__Your task__: Report how many lines in the records below contain the word "CIVERCHIO". Nothing else belongs in the answer.
(Extracted records Opens)
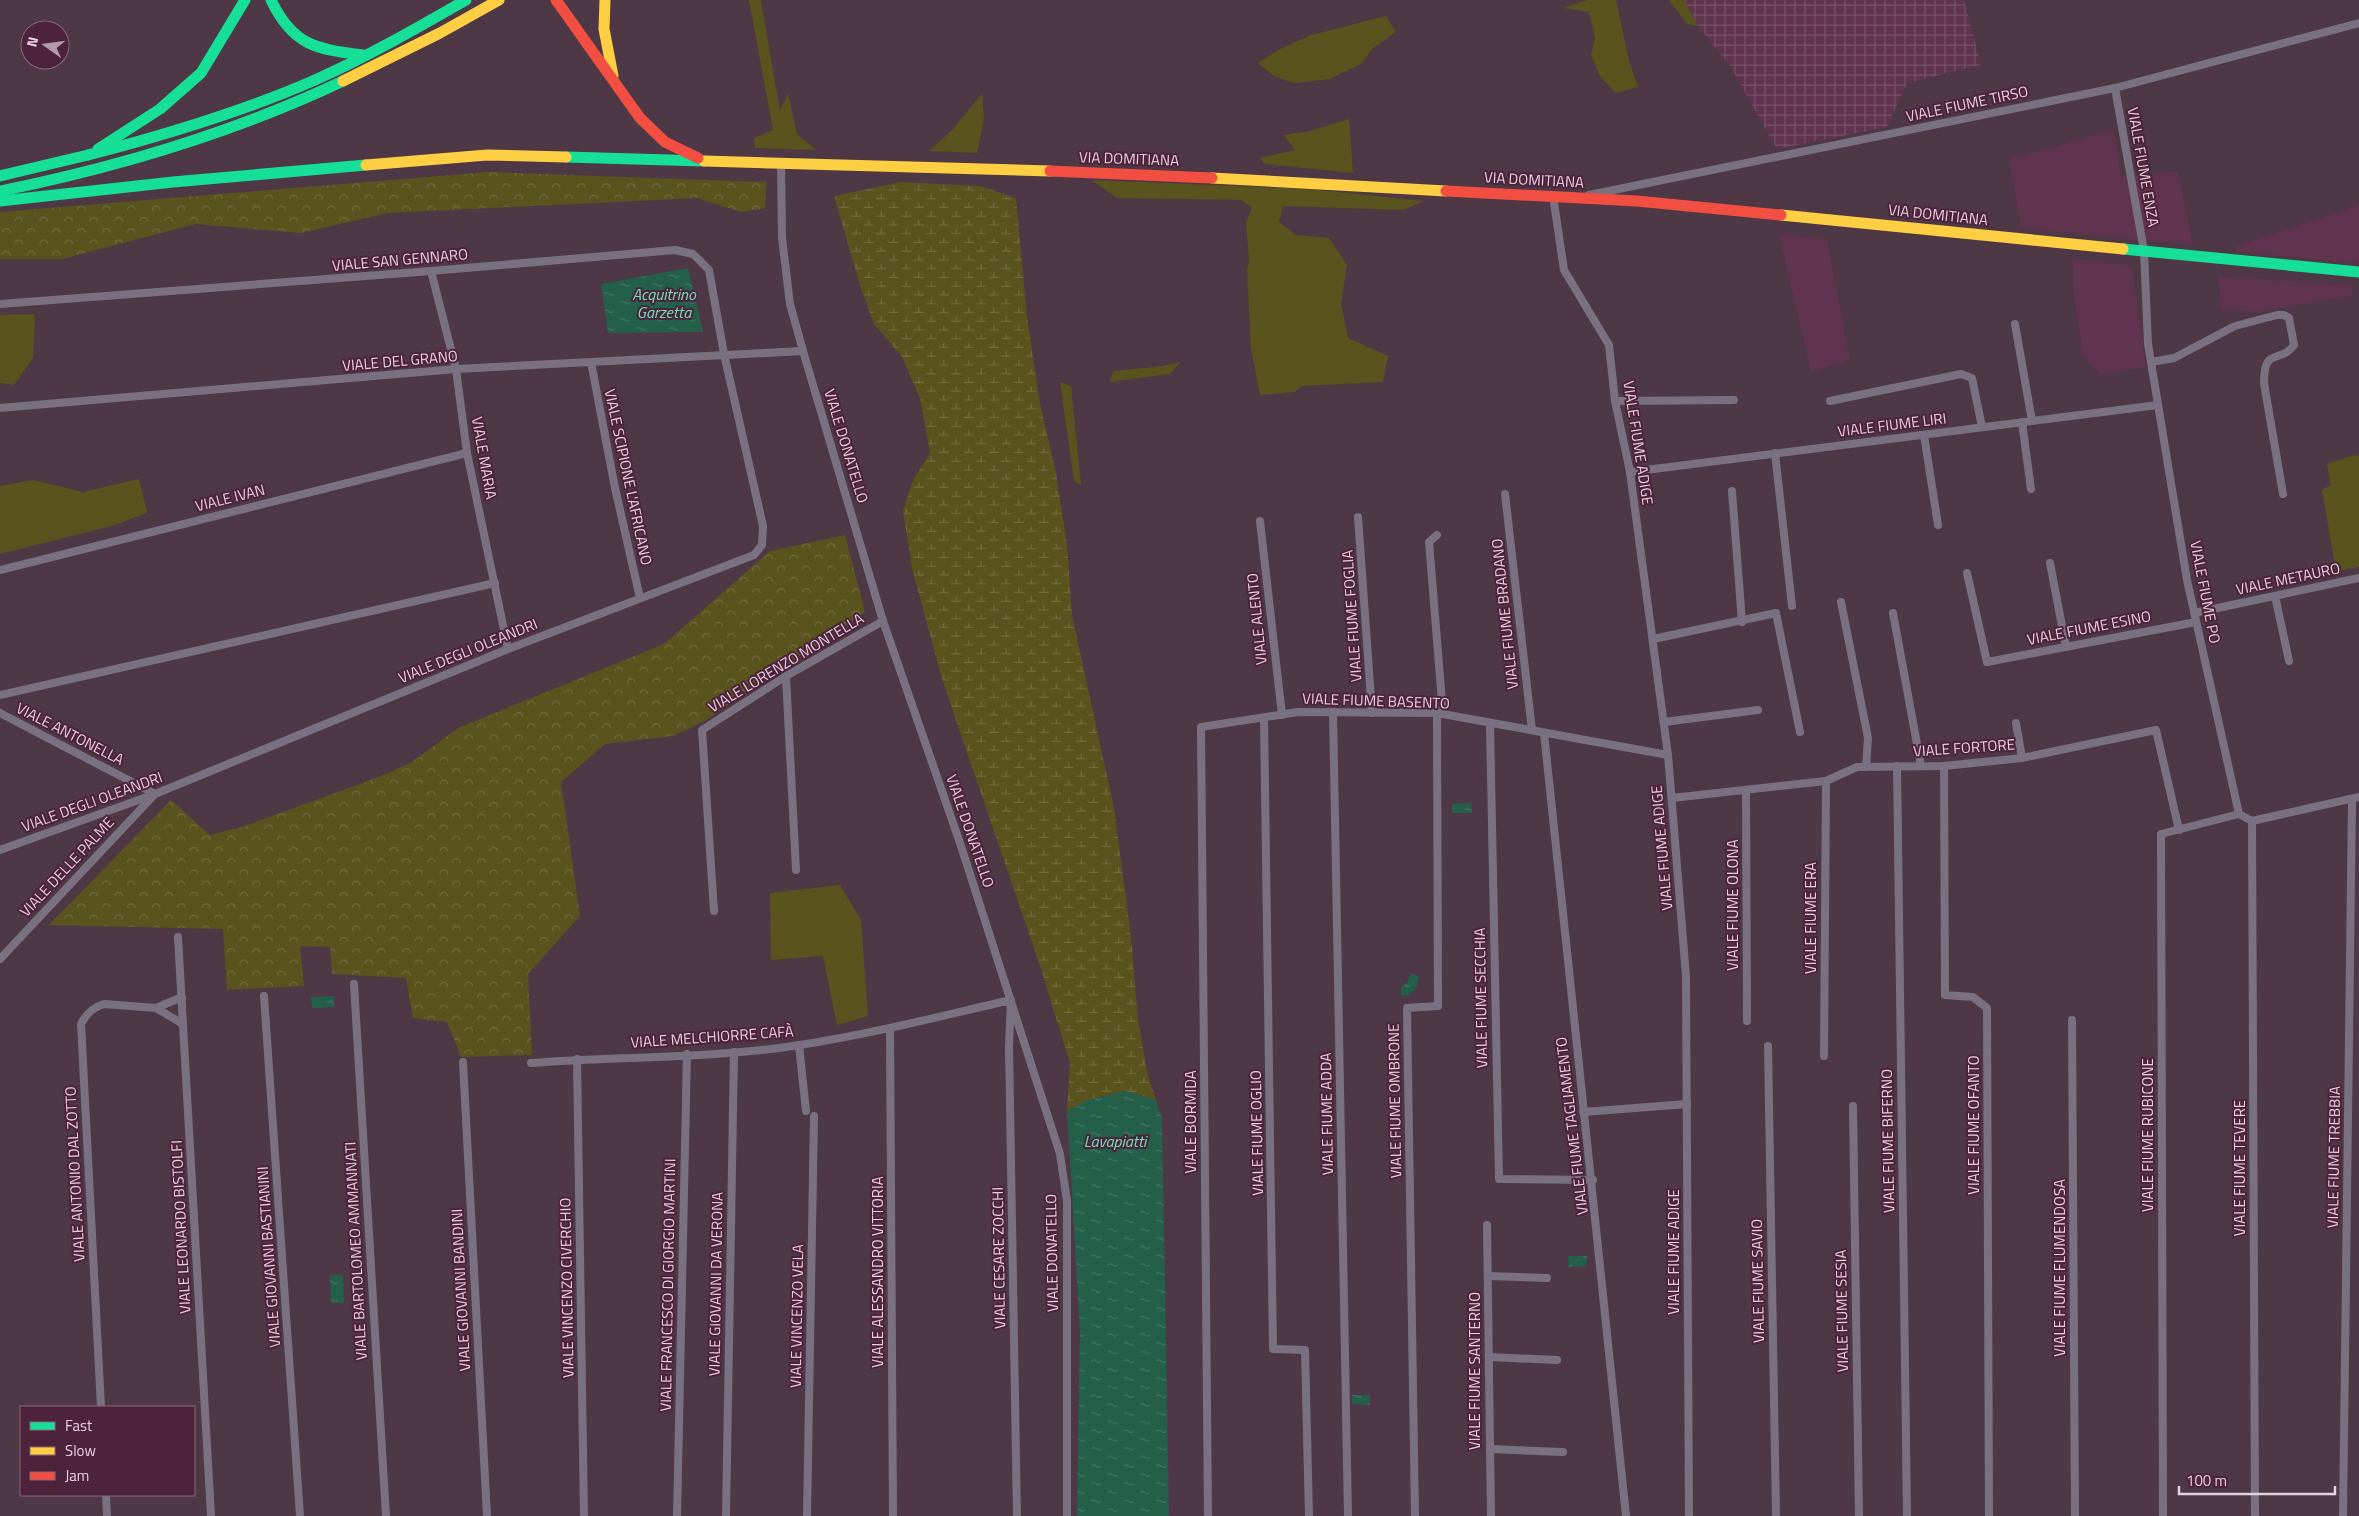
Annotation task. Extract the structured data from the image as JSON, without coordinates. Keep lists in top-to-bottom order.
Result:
{
  "streets": {
    "main road": ["VIA DOMITIANA"],
    "street": [
      "VIALE FIUME TIRSO",
      "VIALE FIUME ENZA",
      "VIALE SAN GENNARO",
      "VIALE DEL GRANO",
      "VIALE FIUME LIRI",
      "VIALE FIUME ADIGE",
      "VIALE DONATELLO",
      "VIALE MARIA",
      "VIALE SCIPIONE L'AFRICANO",
      "VIALE IVAN",
      "VIALE METAURO",
      "VIALE FIUME PO",
      "VIALE FIUME BRADANO",
      "VIALE FIUME FOGLIA",
      "VIALE ALENTO",
      "VIALE FIUME ESINO",
      "VIALE DEGLI OLEANDRI",
      "VIALE LORENZO MONTELLA",
      "VIALE FIUME BASENTO",
      "VIALE ANTONELLA",
      "VIALE FORTORE",
      "VIALE DELLE PALME",
      "VIALE FIUME OLONA",
      "VIALE FIUME ERA",
      "VIALE FIUME SECCHIA",
      "VIALE MELCHIORRE CAFÀ",
      "VIALE FIUME OMBRONE",
      "VIALE FIUME ADDA",
      "VIALE BORMIDA",
      "VIALE FIUME OFANTO",
      "VIALE FIUME TAGLIAMENTO",
      "VIALE FIUME OGLIO",
      "VIALE FIUME RUBICONE",
      "VIALE FIUME BIFERNO",
      "VIALE FIUME TREBBIA",
      "VIALE FIUME TEVERE",
      "VIALE ANTONIO DAL ZOTTO",
      "VIALE LEONARDO BISTOLFI",
      "VIALE BARTOLOMEO AMMANNATI",
      "VIALE GIOVANNI BASTIANINI",
      "VIALE CESARE ZOCCHI",
      "VIALE FIUME FLUMENDOSA",
      "VIALE ALESSANDRO VITTORIA",
      "VIALE FIUME SAVIO",
      "VIALE GIOVANNI DA VERONA",
      "VIALE FRANCESCO DI GIORGIO MARTINI",
      "VIALE VINCENZO CIVERCHIO",
      "VIALE GIOVANNI BANDINI",
      "VIALE FIUME SESIA",
      "VIALE VINCENZO VELA",
      "VIALE FIUME SANTERNO"
    ]
  },
  "crossings": [
    ["VIALE FIUME TIRSO", "VIA DOMITIANA"],
    ["VIALE FIUME TIRSO", "VIALE FIUME ENZA"],
    ["VIA DOMITIANA", "VIALE FIUME ENZA"],
    ["VIA DOMITIANA", "VIALE FIUME ADIGE"],
    ["VIA DOMITIANA", "VIALE DONATELLO"],
    ["VIA DOMITIANA", "VIALE FIUME PO"],
    ["VIALE FIUME ENZA", "VIALE FIUME PO"],
    ["VIALE SAN GENNARO", "VIALE DEL GRANO"],
    ["VIALE SAN GENNARO", "VIALE MARIA"],
    ["VIALE SAN GENNARO", "VIALE DEGLI OLEANDRI"],
    ["VIALE DEL GRANO", "VIALE DONATELLO"],
    ["VIALE DEL GRANO", "VIALE MARIA"],
    ["VIALE DEL GRANO", "VIALE SCIPIONE L'AFRICANO"],
    ["VIALE DEL GRANO", "VIALE DEGLI OLEANDRI"],
    ["VIALE FIUME LIRI", "VIALE FIUME ADIGE"],
    ["VIALE FIUME LIRI", "VIALE FIUME PO"],
    ["VIALE FIUME ADIGE", "VIALE FIUME BASENTO"],
    ["VIALE FIUME ADIGE", "VIALE FORTORE"],
    ["VIALE DONATELLO", "VIALE LORENZO MONTELLA"],
    ["VIALE DONATELLO", "VIALE MELCHIORRE CAFÀ"],
    ["VIALE DONATELLO", "VIALE CESARE ZOCCHI"],
    ["VIALE MARIA", "VIALE IVAN"],
    ["VIALE MARIA", "VIALE DEGLI OLEANDRI"],
    ["VIALE SCIPIONE L'AFRICANO", "VIALE DEGLI OLEANDRI"],
    ["VIALE METAURO", "VIALE FIUME PO"],
    ["VIALE FIUME PO", "VIALE FIUME ESINO"],
    ["VIALE FIUME PO", "VIALE FIUME RUBICONE"],
    ["VIALE FIUME BRADANO", "VIALE FIUME BASENTO"],
    ["VIALE FIUME FOGLIA", "VIALE FIUME BASENTO"],
    ["VIALE ALENTO", "VIALE FIUME BASENTO"],
    ["VIALE DEGLI OLEANDRI", "VIALE ANTONELLA"],
    ["VIALE DEGLI OLEANDRI", "VIALE DELLE PALME"],
    ["VIALE FIUME BASENTO", "VIALE FIUME SECCHIA"],
    ["VIALE FIUME BASENTO", "VIALE FIUME OMBRONE"],
    ["VIALE FIUME BASENTO", "VIALE FIUME ADDA"],
    ["VIALE FIUME BASENTO", "VIALE BORMIDA"],
    ["VIALE FIUME BASENTO", "VIALE FIUME TAGLIAMENTO"],
    ["VIALE FIUME BASENTO", "VIALE FIUME OGLIO"],
    ["VIALE ANTONELLA", "VIALE DELLE PALME"],
    ["VIALE FORTORE", "VIALE FIUME OLONA"],
    ["VIALE FORTORE", "VIALE FIUME ERA"],
    ["VIALE FORTORE", "VIALE FIUME OFANTO"],
    ["VIALE FORTORE", "VIALE FIUME RUBICONE"],
    ["VIALE FORTORE", "VIALE FIUME BIFERNO"],
    ["VIALE FIUME SECCHIA", "VIALE FIUME TAGLIAMENTO"],
    ["VIALE MELCHIORRE CAFÀ", "VIALE CESARE ZOCCHI"],
    ["VIALE MELCHIORRE CAFÀ", "VIALE ALESSANDRO VITTORIA"],
    ["VIALE MELCHIORRE CAFÀ", "VIALE GIOVANNI DA VERONA"],
    ["VIALE MELCHIORRE CAFÀ", "VIALE FRANCESCO DI GIORGIO MARTINI"],
    ["VIALE MELCHIORRE CAFÀ", "VIALE VINCENZO CIVERCHIO"],
    ["VIALE ANTONIO DAL ZOTTO", "VIALE LEONARDO BISTOLFI"]
  ],
  "water": ["Acquitrino Garzetta", "Lavapiatti"],
  "legend": ["Fast", "Slow", "Jam"],
  "scale_bar": "100 m",
  "north": "left"
}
(Extracted records Closes)
__Answer box__: 2